• Items from a data source:
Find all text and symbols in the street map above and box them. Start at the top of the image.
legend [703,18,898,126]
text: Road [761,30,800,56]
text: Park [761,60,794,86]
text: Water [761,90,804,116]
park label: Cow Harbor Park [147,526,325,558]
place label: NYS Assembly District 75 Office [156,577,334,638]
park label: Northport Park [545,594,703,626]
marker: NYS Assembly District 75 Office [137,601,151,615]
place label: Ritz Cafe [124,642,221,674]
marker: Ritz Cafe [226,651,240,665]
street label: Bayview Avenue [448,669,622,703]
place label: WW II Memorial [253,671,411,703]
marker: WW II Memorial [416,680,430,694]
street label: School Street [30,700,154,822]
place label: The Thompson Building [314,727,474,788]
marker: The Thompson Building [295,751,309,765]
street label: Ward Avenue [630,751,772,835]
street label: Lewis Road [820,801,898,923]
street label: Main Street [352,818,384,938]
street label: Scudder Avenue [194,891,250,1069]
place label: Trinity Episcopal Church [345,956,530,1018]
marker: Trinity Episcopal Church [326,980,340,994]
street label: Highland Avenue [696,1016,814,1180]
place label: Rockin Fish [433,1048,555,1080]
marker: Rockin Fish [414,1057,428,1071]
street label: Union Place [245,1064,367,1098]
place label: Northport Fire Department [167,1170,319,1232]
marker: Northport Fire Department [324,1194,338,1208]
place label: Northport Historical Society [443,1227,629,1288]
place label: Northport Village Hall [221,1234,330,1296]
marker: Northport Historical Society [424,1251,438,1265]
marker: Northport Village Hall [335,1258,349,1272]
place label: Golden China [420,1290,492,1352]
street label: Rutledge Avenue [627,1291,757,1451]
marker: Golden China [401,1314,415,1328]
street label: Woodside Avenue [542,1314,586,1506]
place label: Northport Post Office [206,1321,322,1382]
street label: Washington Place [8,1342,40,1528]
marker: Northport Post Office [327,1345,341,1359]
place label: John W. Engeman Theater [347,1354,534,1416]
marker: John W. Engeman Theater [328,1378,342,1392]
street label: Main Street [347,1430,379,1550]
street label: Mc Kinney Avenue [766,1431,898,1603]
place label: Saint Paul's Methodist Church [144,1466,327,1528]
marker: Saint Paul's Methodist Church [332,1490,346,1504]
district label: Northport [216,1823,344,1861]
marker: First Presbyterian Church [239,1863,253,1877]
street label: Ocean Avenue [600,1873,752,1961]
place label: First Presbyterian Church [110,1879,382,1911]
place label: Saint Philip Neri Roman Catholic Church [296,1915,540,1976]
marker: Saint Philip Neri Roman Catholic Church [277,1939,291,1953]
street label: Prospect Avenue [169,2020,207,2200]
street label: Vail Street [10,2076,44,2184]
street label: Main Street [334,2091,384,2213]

• WHAT TO WORK ON:
Your answer must be the full set of records above, reproduced exactly.

• EXERCISE RESULT:
Find all text and symbols in the street map above and box them. Start at the top of the image.
legend [703,18,898,126]
text: Road [761,30,800,56]
text: Park [761,60,794,86]
text: Water [761,90,804,116]
park label: Cow Harbor Park [147,526,325,558]
place label: NYS Assembly District 75 Office [156,577,334,638]
park label: Northport Park [545,594,703,626]
marker: NYS Assembly District 75 Office [137,601,151,615]
place label: Ritz Cafe [124,642,221,674]
marker: Ritz Cafe [226,651,240,665]
street label: Bayview Avenue [448,669,622,703]
place label: WW II Memorial [253,671,411,703]
marker: WW II Memorial [416,680,430,694]
street label: School Street [30,700,154,822]
place label: The Thompson Building [314,727,474,788]
marker: The Thompson Building [295,751,309,765]
street label: Ward Avenue [630,751,772,835]
street label: Lewis Road [820,801,898,923]
street label: Main Street [352,818,384,938]
street label: Scudder Avenue [194,891,250,1069]
place label: Trinity Episcopal Church [345,956,530,1018]
marker: Trinity Episcopal Church [326,980,340,994]
street label: Highland Avenue [696,1016,814,1180]
place label: Rockin Fish [433,1048,555,1080]
marker: Rockin Fish [414,1057,428,1071]
street label: Union Place [245,1064,367,1098]
place label: Northport Fire Department [167,1170,319,1232]
marker: Northport Fire Department [324,1194,338,1208]
place label: Northport Historical Society [443,1227,629,1288]
place label: Northport Village Hall [221,1234,330,1296]
marker: Northport Historical Society [424,1251,438,1265]
marker: Northport Village Hall [335,1258,349,1272]
place label: Golden China [420,1290,492,1352]
street label: Rutledge Avenue [627,1291,757,1451]
marker: Golden China [401,1314,415,1328]
street label: Woodside Avenue [542,1314,586,1506]
place label: Northport Post Office [206,1321,322,1382]
street label: Washington Place [8,1342,40,1528]
marker: Northport Post Office [327,1345,341,1359]
place label: John W. Engeman Theater [347,1354,534,1416]
marker: John W. Engeman Theater [328,1378,342,1392]
street label: Main Street [347,1430,379,1550]
street label: Mc Kinney Avenue [766,1431,898,1603]
place label: Saint Paul's Methodist Church [144,1466,327,1528]
marker: Saint Paul's Methodist Church [332,1490,346,1504]
district label: Northport [216,1823,344,1861]
marker: First Presbyterian Church [239,1863,253,1877]
street label: Ocean Avenue [600,1873,752,1961]
place label: First Presbyterian Church [110,1879,382,1911]
place label: Saint Philip Neri Roman Catholic Church [296,1915,540,1976]
marker: Saint Philip Neri Roman Catholic Church [277,1939,291,1953]
street label: Prospect Avenue [169,2020,207,2200]
street label: Vail Street [10,2076,44,2184]
street label: Main Street [334,2091,384,2213]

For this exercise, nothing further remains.